I still remember when I was young (as young as primary 3) when I did my first practical science test, where i got the only full marks in the whole cohort. Everyone from that day on, knew me as the science whiz.
This continued to secondary school, and slowly as reality bites, you got to work and you got to survive, things have to be sacrificed. My secondary 3 result was the worst, in fact if I'm not wrong, I was second last in the class. I told myself this was a definite no no and by the the preliminary before the 'O's I was the 2nd in class.
Now, why all the braggy talk about school? It's not that was in RI or something. It's more to me like the passion of learning, the spirit of fighting and to achieve.
When I aimed for tertiary education, I wasn't the rich kid who could go NAFHA and presue a arts degree or anything. I was only someone who had the money to go for polytechnic. I went for the open houses to see for myself, what was available for me and what suit me most. Initally my first choice was interior design, but due to the fact that you have to present your own design first (which was rather cock, as you're suppose to go there and learn in the first place.), i decided to go for something safe and something that can be fall backed on. MECHATRONICs.
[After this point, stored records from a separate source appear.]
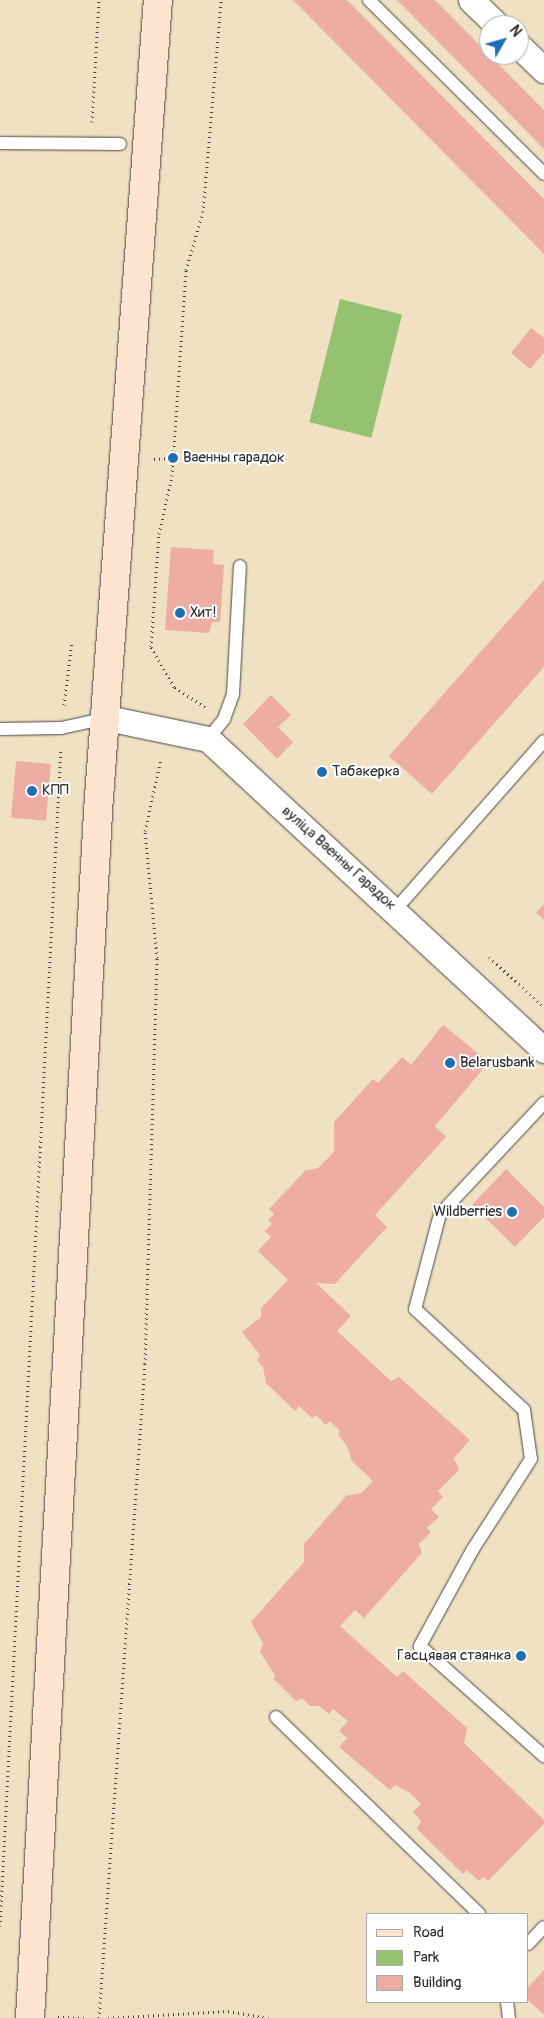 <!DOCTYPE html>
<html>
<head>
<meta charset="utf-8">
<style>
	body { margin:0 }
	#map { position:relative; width:544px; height:2018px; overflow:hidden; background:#f0e1c2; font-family:Pangolin,sans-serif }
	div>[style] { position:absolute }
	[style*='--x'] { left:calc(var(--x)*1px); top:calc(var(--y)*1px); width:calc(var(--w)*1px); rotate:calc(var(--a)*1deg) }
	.green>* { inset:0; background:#94c271; transform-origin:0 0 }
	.building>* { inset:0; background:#edada5; transform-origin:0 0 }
	.path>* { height:3px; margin-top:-1.5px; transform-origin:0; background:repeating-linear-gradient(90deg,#494642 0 1px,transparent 0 5px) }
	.roads { filter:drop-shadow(0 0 1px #494642) drop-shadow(0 0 1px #494642) }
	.service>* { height:12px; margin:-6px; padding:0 6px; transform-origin:6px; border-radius:6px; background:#fff }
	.minor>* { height:25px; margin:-12.5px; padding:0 12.5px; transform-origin:12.5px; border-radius:12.5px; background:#fff }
	.secondary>* { height:28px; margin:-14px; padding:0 14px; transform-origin:14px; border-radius:14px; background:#fde4d0 }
	.dots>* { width:14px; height:14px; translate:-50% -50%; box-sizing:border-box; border:2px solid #fff; border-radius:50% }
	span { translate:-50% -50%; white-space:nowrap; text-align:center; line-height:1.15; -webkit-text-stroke:4px #fff; paint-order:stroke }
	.poi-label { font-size:15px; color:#2b2b2b }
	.left { translate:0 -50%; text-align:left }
	.right { translate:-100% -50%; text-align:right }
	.street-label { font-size:15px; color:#2b2b2b }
	.legend { position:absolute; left:366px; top:1913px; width:162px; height:90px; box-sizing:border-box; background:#fff; border:1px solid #aaa; margin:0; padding:6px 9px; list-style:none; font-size:15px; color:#2b2b2b }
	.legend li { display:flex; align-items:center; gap:10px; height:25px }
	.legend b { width:25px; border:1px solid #aaa }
	.north { position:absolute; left:479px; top:15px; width:50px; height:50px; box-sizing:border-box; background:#fff; border:1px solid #aaa; border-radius:50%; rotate:52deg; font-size:14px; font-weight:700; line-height:20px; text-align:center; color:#2b2b2b }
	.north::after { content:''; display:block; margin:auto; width:18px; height:22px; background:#1f6fb2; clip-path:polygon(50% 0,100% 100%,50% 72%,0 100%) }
</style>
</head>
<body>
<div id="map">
	<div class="green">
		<div style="left:340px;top:299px;width:64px;height:127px;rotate:14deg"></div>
	</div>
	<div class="building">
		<div style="clip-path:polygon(293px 0,347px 0,544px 199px,544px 254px)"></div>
		<div style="clip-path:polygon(397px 0,435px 0,544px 110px,544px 149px)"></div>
		<div style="clip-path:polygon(531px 328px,544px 338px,544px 353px,530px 369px,511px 353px)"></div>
		<div style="clip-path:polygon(171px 547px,214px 550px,213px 564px,224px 565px,220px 622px,212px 622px,209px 633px,165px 630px)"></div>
		<div style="clip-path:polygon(544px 580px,544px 667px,432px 794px,389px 756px)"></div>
		<div style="clip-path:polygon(271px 695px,291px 715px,278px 727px,293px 742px,277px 759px,243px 724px)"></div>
		<div style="left:16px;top:761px;width:35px;height:57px;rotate:5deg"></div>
		<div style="clip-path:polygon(544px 904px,544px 920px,536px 913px)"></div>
		<div style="clip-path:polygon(443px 1025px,489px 1062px,435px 1126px,446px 1137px,375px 1215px,387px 1227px,335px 1284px,316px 1283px,351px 1316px,337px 1331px,391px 1381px,399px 1377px,470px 1440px,454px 1458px,459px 1470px,438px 1491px,443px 1497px,431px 1509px,439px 1517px,427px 1528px,431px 1532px,419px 1544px,422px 1553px,364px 1618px,355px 1610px,340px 1626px,397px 1677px,403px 1671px,467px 1728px,464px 1743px,544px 1820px,544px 1824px,488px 1881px,483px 1877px,479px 1881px,467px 1870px,463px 1874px,417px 1829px,421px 1821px,413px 1812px,421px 1804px,410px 1793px,395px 1785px,390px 1790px,339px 1747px,347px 1738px,339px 1731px,348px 1721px,333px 1709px,329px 1714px,319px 1706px,310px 1706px,302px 1698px,296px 1701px,274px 1679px,275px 1675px,260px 1652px,263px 1643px,251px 1622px,304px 1562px,304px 1544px,346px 1496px,361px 1493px,373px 1481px,352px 1461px,347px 1446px,338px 1435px,340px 1431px,330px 1421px,326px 1425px,316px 1415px,312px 1418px,299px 1406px,295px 1411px,266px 1383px,263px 1367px,257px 1360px,260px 1355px,242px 1332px,261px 1317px,261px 1308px,288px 1280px,258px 1251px,271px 1237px,265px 1231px,272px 1224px,268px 1220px,274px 1214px,269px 1209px,305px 1171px,318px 1168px,334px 1152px,334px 1122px,373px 1079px,378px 1083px,402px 1057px,411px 1065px)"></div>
		<div style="clip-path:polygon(506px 1169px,544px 1207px,544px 1217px,515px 1247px,472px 1205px)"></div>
		<div style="clip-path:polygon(544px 1970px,544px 2015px,528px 2000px,528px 1987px)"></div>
	</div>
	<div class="path">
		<div style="--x:92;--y:122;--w:122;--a:-86.7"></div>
		<div style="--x:154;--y:459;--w:19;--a:-3"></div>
		<div style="--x:64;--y:705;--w:64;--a:-82.9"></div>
		<div style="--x:205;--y:707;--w:37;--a:-147"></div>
		<div style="--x:174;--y:687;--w:46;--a:-119.9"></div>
		<div style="--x:151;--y:647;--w:113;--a:-86"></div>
		<div style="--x:159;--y:534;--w:59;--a:-77.4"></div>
		<div style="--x:172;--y:476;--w:206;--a:-86.1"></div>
		<div style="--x:186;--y:270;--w:60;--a:-73.7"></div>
		<div style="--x:203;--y:212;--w:213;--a:-85.1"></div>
		<div style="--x:489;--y:957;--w:74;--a:42.3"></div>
		<div style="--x:0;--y:1926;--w:1180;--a:-87.04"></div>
		<div style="--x:58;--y:2017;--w:27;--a:2"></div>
		<div style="--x:99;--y:2018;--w:656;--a:-85.98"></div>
		<div style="--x:145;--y:1364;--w:406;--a:-88.3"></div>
		<div style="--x:157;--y:958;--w:128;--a:-95.4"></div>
		<div style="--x:145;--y:831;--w:74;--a:-77.5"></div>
		<div style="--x:108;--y:2018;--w:120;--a:-3.3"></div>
		<div style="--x:228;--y:2011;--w:41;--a:9.9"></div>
	</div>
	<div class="roads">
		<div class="service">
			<div style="--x:369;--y:0;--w:247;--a:44.8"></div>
			<div style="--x:0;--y:143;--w:120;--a:0.5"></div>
			<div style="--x:0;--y:729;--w:61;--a:-0.9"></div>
			<div style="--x:61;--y:728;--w:47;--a:-12.3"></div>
			<div style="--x:208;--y:739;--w:26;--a:-51"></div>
			<div style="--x:224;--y:719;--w:27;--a:-70"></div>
			<div style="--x:233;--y:694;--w:128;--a:-86.9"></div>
			<div style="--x:395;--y:910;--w:225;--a:-48.6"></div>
			<div style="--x:544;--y:1103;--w:152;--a:133.1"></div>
			<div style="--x:440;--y:1214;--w:98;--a:104.7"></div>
			<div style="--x:415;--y:1309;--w:149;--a:42.8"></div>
			<div style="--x:524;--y:1410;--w:49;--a:81.9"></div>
			<div style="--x:531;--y:1459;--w:107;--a:122.8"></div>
			<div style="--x:473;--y:1549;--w:111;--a:118.7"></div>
			<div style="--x:420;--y:1646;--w:166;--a:41.6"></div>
			<div style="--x:276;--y:1717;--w:283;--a:44.1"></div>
			<div style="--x:528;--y:1944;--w:23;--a:-47"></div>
			<div style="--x:507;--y:2002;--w:16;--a:83"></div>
		</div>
		<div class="minor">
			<div style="--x:471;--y:0;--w:36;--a:44"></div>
			<div style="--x:519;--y:46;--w:35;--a:44"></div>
			<div style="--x:107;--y:718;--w:103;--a:11.7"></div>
			<div style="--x:208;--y:739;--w:458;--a:42.8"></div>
		</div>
		<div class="secondary">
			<div style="--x:30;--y:2018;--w:1223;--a:-86.77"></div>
			<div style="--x:99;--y:797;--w:799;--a:-85.77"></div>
		</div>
	</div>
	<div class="dots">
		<div style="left:173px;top:458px;background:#1f6fb2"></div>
		<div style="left:180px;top:613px;background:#1f6fb2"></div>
		<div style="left:322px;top:772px;background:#1f6fb2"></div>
		<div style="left:32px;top:791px;background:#1f6fb2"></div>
		<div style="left:450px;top:1063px;background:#1f6fb2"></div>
		<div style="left:512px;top:1212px;background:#1f6fb2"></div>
		<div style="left:521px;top:1656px;background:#1f6fb2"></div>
	</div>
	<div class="poi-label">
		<span class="left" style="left:183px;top:458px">Ваенны гарадок</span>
		<span class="left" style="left:190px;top:613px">Хит!</span>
		<span class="left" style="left:332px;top:772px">Табакерка</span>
		<span class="left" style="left:42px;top:791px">КПП</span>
		<span class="left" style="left:460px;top:1063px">Belarusbank</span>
		<span class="right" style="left:502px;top:1212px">Wildberries</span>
		<span class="right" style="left:511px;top:1656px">Гасцявая стаянка</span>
	</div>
	<div class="street-label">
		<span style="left:339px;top:858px;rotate:42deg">вуліца Ваенны Гарадок</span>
	</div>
	<ul class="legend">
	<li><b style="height:6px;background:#fde4d0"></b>Road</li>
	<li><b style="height:14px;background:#94c271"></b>Park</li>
	<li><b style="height:14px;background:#edada5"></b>Building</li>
	</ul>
	<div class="north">N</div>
</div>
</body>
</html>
I aim to be a student with good grades, but can I say, my discipline wasn't that well, I skipped classes, slept in class due to tiredness from work. Hence, I failed a module only to regret. It was only then I choose who I am to be with a scholarship to allow me to study full time.
I looked back at myself sometime ago and I saw how 'safe' a route i was covering. I will not be straving, I won't be a bankrupt. However, what are the achievements and dreams that I want for myself? That's where I decided to go and learn something that I wanted to learn. It might not be in the most prestiges school, it might not be of any use in my career, it might just take up all my money and free time that I have in the coming time. This time I know that I am sure.
I'm taking up a Bachelor in Science in Psychology in Informatics now. I already enrolled and I am waiting for my classes to start. I'm ready to face
the challenge to do what I want to do. People ask me what am I going to do with this cert? It might not even be recognized, why waste all the effort to go and study, and you don't get a pay increase.
I just know, IT's FOR MYSELF - a selfish and stubborn statement.